Navigating uncertainty isn’t a process that goes away with time. While the questions may change as we age, and so too the world around us, our responses to these unknowns are defined by patterns both given to us and learned.

It’s here that indie folk project Good Carver picks up the pen on debut record The Steps We Have To Take, acknowledging this ebbing and flowing of uncertainty and response.

Now composed of principal songwriter and guitarist Eric Bjella, cellist and vocalist Lana Millard Waneka, drummer Maxwell Tretter, and bassist Eric Smith, Good Carver has grown into its sound since its 2021 EP release Winter 20/21. The addition of instruments beyond Bjella’s own guitar-playing and singing makes The Steps We Have To Take a pleasure to listen to, sporting a full, cohesive sound that even further emphasizes Bjella’s organic, approachable style of songwriting.
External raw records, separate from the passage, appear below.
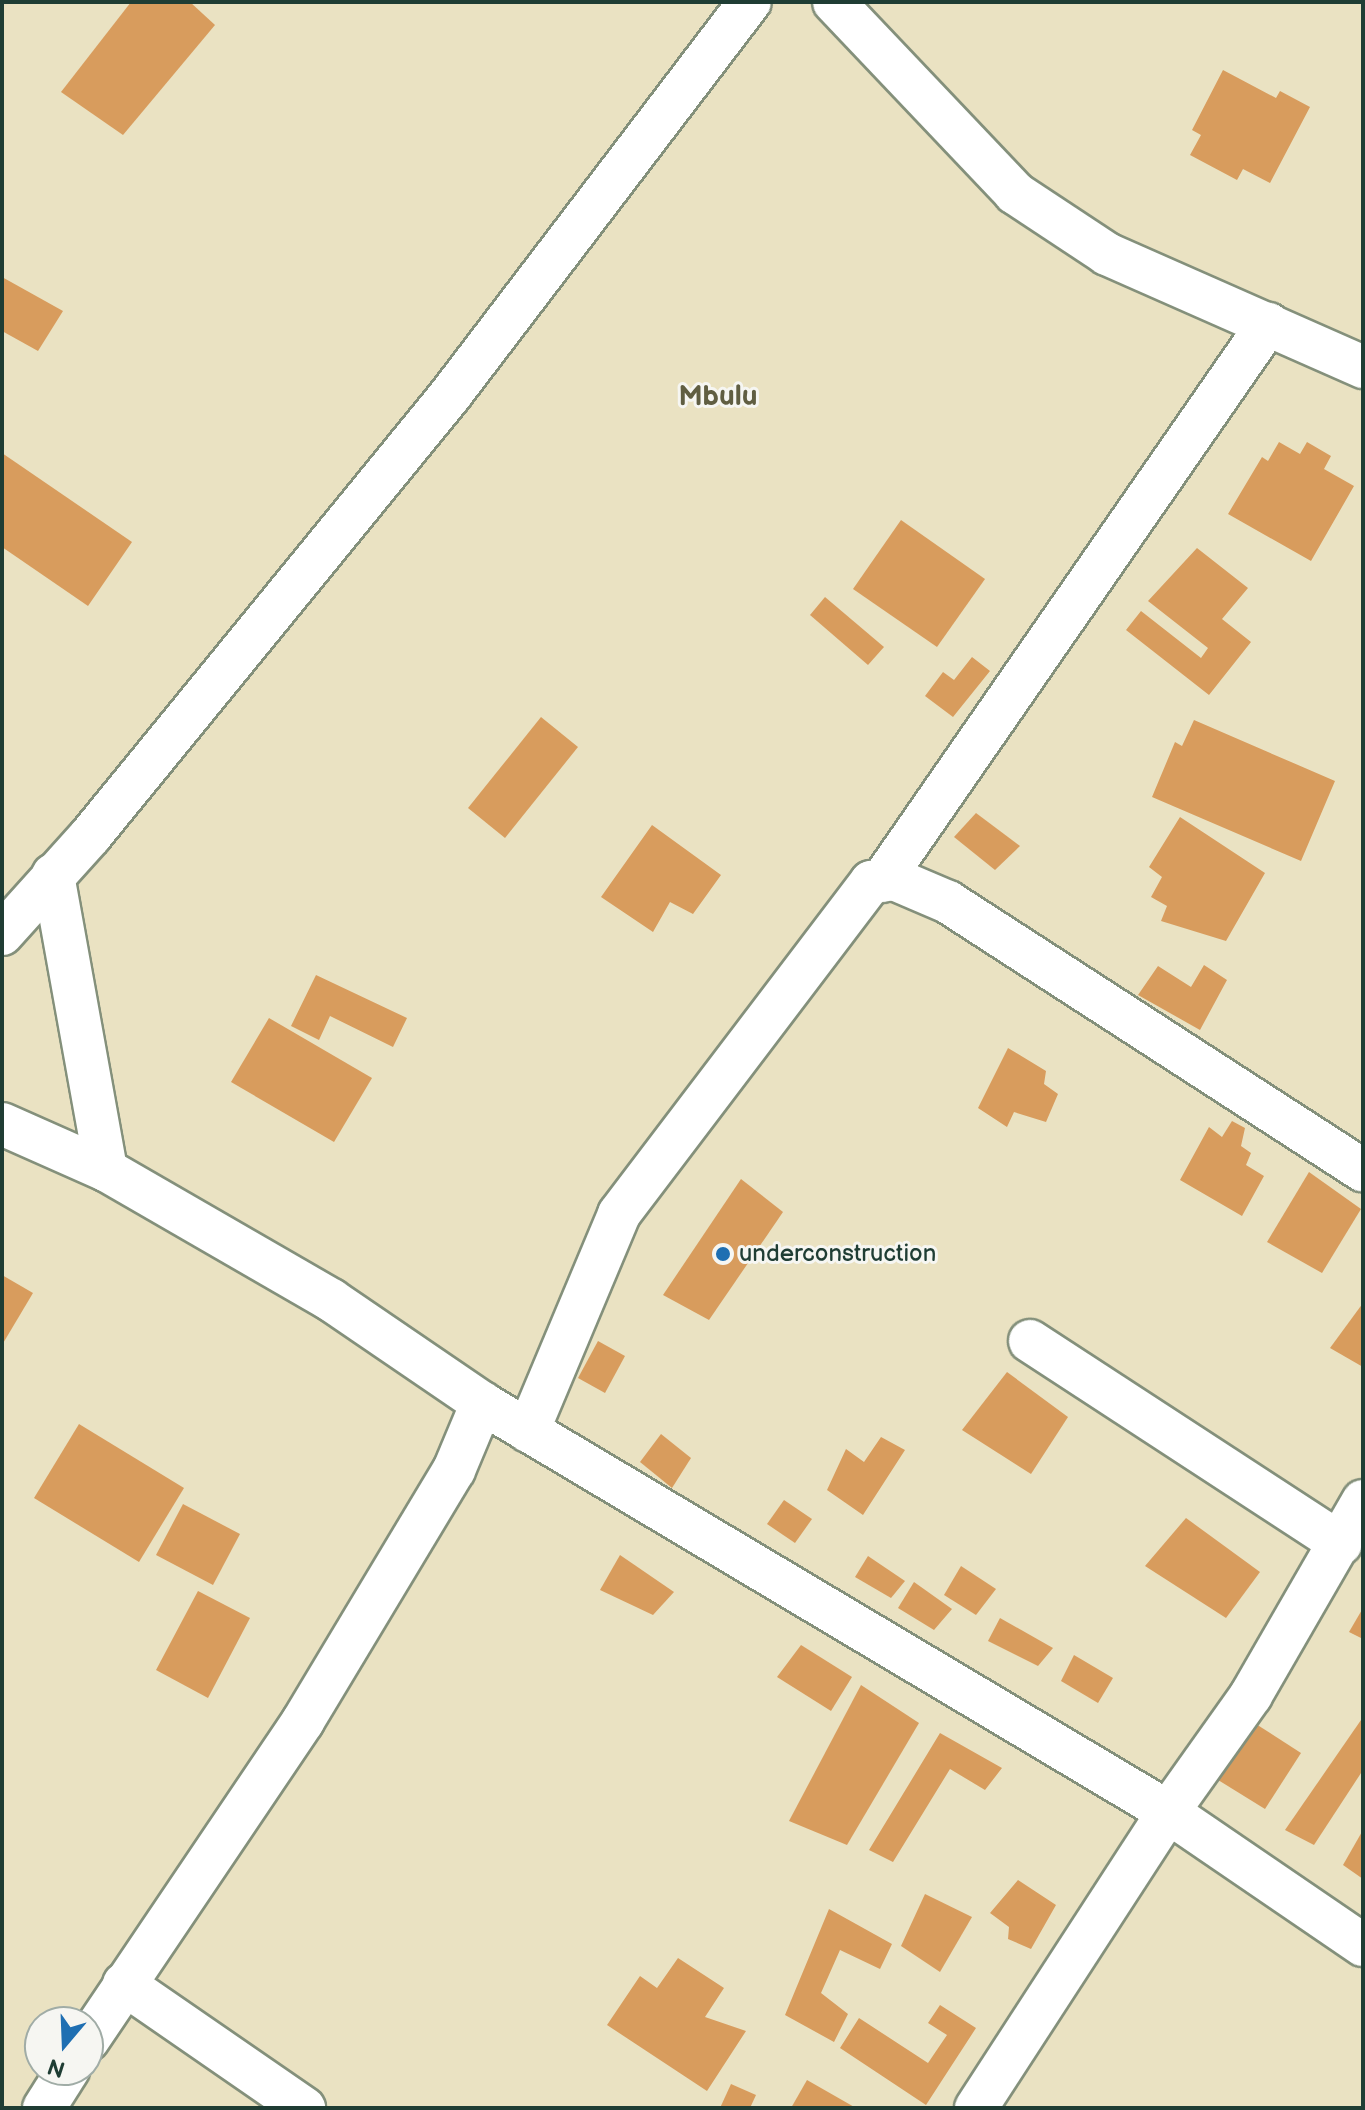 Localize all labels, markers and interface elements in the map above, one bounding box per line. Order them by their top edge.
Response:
district label: Mbulu [678,380,758,414]
place label: underconstruction [739,1240,936,1268]
marker: underconstruction [714,1245,732,1263]
north arrow [24,2006,104,2086]
text: N [44,2052,69,2083]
Despite the fuller instrumentation, the album has a simple, focused production quality. Bjella says he wanted it to feel like listeners were sitting across a table from him in a living room, just talking. Recorded primarily at his own home studio and mixed by Smith, the album embodies that naturalistic quality, following suit with some of Bjella’s earliest guitar influences, including Nick Drake and Elliott Smith. 

On both vocals and instrumentation, Bjella compares his approach to the sound of a player’s breath beneath a saxophone or clarinet.

“It sort of reminds you that it’s human,” he says.

Lyrics about the natural world, the lessons it can teach us, and the human response to uncertainties run throughout the album.

Opener and single “Calmer Waters” pairs a buoyant, upbeat sound to question about how much of what we know is taught to us, while other tracks take a more measured pace, including “Questions (from Leon Trotsky Trout),” and the stripped-down ballad “Take It Slow.” Songs like “Us Hunters” and “Sinking In” weigh the guilt of human mistakes against the consequences of our actions, particularly around environmental reckoning.

Amidst these questions, Bjella also uses tender imagery to illustrate how fear, uncertainty, and human choice remain a constant in our lives, even as they shift and change. That idea is perhaps most prominent on the title track “The Steps We Have To Take.” In it, Bjella recalls a time when his daughter woke him up in the middle of the night to ask if all the doors had been locked. After comforting her and walking her back across the hall, he sings:

And I thought of all the steps we have to take

To make some sense of our time and place

The 10-track release leaves listeners with more questions than answers, by design. But it firmly responds to these questions with relatable poetry about the human experience, and a growing focus on musical collaboration that makes it easy to look forward to what Good Carver does next.